WHAT TO WORK ON> Count how many lines below contain the word "column", then give that number alone.

[Saved entries]
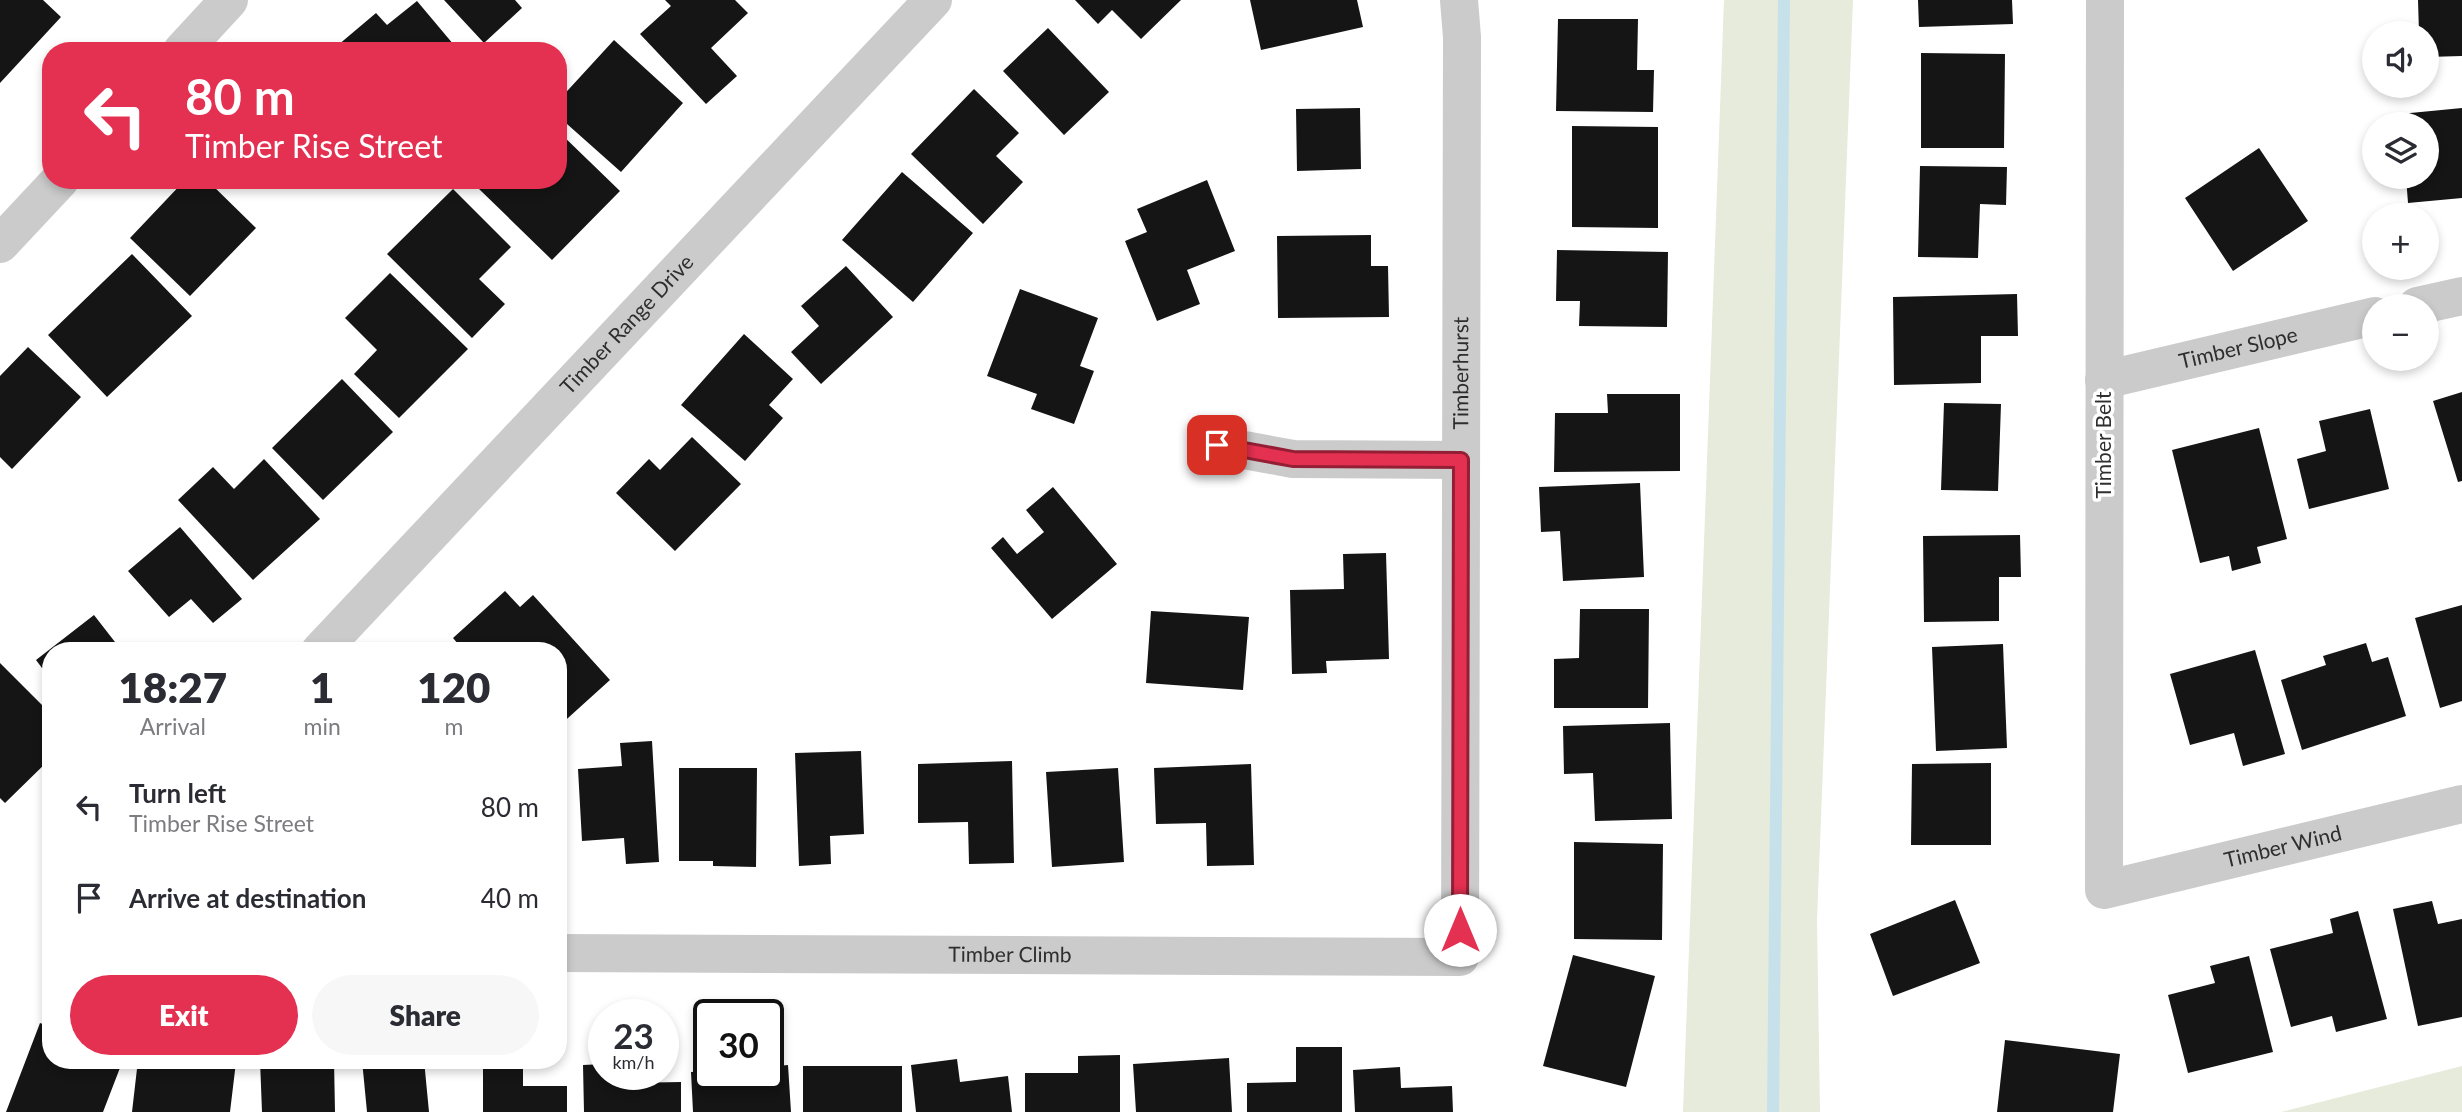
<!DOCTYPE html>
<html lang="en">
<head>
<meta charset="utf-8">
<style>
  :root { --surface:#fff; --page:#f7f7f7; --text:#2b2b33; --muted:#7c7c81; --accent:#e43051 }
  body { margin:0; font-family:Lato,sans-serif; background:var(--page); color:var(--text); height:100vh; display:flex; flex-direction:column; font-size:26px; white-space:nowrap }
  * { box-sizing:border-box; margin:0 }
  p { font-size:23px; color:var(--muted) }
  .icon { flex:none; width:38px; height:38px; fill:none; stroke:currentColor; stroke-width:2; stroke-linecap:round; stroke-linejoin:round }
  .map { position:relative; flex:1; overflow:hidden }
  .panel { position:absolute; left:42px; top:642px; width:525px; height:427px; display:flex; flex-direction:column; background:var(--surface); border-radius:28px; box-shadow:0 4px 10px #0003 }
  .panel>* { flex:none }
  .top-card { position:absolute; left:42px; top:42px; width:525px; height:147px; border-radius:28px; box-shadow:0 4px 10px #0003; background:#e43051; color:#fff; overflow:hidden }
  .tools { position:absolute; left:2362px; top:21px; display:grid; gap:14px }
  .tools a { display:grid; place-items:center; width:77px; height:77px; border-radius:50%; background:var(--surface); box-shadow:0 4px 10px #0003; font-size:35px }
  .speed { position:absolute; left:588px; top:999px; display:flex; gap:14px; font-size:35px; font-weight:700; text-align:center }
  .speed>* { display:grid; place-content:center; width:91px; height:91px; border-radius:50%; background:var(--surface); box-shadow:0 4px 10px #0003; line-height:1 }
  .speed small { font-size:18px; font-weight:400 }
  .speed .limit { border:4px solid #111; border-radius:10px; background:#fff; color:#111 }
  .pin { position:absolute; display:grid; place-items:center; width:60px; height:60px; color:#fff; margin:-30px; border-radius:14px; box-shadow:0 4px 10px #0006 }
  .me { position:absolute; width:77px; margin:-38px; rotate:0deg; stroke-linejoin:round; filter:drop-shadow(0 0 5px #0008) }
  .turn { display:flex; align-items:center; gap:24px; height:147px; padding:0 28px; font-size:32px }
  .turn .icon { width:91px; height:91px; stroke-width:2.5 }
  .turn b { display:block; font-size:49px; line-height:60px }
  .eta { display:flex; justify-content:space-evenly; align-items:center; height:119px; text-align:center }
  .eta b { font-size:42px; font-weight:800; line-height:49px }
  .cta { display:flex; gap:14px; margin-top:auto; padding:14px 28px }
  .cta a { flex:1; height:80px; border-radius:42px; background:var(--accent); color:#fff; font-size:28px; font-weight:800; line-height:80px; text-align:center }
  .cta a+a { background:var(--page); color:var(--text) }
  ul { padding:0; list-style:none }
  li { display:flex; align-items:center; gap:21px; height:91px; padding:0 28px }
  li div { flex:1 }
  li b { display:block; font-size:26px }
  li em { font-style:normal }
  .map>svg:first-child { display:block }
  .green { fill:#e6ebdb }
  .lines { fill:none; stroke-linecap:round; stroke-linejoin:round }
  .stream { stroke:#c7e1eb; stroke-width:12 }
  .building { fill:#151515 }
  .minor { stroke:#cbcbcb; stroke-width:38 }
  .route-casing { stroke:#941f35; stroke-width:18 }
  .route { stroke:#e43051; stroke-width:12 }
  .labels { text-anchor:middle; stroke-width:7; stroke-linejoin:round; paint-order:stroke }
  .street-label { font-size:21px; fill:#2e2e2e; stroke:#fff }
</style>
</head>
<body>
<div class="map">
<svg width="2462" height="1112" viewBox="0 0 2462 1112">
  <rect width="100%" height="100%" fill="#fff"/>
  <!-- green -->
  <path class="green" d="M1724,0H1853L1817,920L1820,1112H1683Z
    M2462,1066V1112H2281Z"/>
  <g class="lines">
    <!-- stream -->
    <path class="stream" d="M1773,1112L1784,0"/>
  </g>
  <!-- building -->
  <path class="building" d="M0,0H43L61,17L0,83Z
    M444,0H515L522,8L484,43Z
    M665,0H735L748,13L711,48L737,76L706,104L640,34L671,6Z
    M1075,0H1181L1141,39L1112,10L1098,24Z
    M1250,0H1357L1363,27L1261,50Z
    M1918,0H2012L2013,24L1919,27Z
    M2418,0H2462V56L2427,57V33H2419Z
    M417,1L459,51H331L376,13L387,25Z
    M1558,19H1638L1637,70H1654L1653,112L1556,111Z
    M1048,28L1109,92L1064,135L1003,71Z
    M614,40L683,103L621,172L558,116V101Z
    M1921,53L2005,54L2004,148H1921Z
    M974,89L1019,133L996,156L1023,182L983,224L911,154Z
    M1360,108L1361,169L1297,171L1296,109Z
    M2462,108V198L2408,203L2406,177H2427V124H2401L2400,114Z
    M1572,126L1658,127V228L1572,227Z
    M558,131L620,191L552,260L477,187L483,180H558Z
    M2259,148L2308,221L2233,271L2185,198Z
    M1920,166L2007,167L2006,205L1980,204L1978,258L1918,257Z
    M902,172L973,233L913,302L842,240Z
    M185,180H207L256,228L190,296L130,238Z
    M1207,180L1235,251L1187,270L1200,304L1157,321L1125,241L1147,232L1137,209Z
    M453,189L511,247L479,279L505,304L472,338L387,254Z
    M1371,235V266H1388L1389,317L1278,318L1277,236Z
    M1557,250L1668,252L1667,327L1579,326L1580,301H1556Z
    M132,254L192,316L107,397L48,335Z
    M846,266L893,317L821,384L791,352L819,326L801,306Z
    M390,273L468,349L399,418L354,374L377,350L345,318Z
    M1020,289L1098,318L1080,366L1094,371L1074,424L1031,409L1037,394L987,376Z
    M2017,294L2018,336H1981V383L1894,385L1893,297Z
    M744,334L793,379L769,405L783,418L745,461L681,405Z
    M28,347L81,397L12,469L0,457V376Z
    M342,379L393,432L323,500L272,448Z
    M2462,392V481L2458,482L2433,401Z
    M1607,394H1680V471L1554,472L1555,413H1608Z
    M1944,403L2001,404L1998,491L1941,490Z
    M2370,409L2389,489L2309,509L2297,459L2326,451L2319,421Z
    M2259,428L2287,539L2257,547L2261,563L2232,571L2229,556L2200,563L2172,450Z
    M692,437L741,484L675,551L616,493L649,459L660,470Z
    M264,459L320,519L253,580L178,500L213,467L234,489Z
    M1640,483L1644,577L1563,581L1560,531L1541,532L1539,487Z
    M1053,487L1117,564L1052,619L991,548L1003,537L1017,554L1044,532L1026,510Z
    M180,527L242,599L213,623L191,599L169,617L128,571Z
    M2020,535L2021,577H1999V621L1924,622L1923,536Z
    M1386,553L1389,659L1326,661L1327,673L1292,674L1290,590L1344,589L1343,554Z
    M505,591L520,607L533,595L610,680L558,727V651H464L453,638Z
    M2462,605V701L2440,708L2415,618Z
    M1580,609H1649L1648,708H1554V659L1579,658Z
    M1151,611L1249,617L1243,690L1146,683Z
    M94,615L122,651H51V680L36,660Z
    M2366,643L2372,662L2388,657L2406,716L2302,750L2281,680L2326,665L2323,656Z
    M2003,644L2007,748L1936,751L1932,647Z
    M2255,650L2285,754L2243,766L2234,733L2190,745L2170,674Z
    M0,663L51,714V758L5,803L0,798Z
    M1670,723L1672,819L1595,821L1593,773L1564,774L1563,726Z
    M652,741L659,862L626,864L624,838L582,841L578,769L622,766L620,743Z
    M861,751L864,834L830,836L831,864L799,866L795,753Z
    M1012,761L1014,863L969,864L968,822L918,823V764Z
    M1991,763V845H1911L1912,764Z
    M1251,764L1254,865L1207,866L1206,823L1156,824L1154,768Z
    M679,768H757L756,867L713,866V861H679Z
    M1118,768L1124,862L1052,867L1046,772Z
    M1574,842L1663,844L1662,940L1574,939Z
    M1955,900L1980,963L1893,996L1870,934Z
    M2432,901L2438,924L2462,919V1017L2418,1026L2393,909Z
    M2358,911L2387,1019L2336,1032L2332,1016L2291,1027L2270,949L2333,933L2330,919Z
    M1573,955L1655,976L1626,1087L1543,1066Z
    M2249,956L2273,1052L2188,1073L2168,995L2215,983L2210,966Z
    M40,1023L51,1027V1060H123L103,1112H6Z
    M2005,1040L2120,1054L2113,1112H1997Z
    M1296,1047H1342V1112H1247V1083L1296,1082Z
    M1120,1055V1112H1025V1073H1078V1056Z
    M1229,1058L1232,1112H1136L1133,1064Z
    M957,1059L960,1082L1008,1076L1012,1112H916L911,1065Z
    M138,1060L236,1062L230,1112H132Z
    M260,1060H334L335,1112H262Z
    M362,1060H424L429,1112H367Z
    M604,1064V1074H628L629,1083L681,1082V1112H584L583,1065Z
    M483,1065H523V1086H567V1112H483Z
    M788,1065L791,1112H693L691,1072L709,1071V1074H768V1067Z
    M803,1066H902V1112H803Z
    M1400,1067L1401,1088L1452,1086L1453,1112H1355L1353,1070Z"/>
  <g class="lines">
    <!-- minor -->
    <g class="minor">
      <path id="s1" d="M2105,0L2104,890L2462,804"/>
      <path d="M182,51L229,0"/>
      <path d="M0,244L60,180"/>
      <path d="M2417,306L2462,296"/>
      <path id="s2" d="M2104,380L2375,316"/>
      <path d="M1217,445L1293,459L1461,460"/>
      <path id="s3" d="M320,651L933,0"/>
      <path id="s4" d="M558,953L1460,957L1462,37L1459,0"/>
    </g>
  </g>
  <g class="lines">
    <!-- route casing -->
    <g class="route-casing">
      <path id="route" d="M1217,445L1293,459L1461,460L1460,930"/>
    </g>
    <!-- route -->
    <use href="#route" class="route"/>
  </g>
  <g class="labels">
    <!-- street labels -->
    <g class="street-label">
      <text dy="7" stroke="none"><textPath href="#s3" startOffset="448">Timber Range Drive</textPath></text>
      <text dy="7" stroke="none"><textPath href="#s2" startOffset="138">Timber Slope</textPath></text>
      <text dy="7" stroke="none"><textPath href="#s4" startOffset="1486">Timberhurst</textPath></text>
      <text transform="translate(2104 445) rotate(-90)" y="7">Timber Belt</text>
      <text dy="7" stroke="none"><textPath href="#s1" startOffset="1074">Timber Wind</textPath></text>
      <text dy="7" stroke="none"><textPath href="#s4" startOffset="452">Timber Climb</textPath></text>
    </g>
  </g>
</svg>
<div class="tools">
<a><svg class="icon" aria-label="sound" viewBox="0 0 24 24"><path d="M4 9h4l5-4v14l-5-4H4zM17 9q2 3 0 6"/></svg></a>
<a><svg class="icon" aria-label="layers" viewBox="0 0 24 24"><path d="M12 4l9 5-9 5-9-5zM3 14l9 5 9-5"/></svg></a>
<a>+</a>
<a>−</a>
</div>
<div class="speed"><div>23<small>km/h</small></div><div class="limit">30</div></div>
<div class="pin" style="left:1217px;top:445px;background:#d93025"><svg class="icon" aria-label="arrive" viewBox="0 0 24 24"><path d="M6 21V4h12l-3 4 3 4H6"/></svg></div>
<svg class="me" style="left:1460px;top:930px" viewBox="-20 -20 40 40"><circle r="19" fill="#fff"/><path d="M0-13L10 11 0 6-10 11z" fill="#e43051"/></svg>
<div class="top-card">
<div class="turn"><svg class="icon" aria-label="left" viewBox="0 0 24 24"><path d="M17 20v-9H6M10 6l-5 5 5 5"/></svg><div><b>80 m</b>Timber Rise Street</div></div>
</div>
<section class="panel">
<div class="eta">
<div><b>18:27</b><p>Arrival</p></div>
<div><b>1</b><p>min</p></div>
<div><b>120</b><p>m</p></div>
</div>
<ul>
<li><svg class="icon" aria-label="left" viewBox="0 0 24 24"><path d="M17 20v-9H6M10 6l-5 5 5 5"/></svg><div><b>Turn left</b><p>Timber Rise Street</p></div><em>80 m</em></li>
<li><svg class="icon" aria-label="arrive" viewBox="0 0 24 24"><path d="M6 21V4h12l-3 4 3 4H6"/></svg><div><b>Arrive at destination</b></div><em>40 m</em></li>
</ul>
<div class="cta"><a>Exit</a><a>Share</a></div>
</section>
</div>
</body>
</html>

YOUR RESPONSE> 2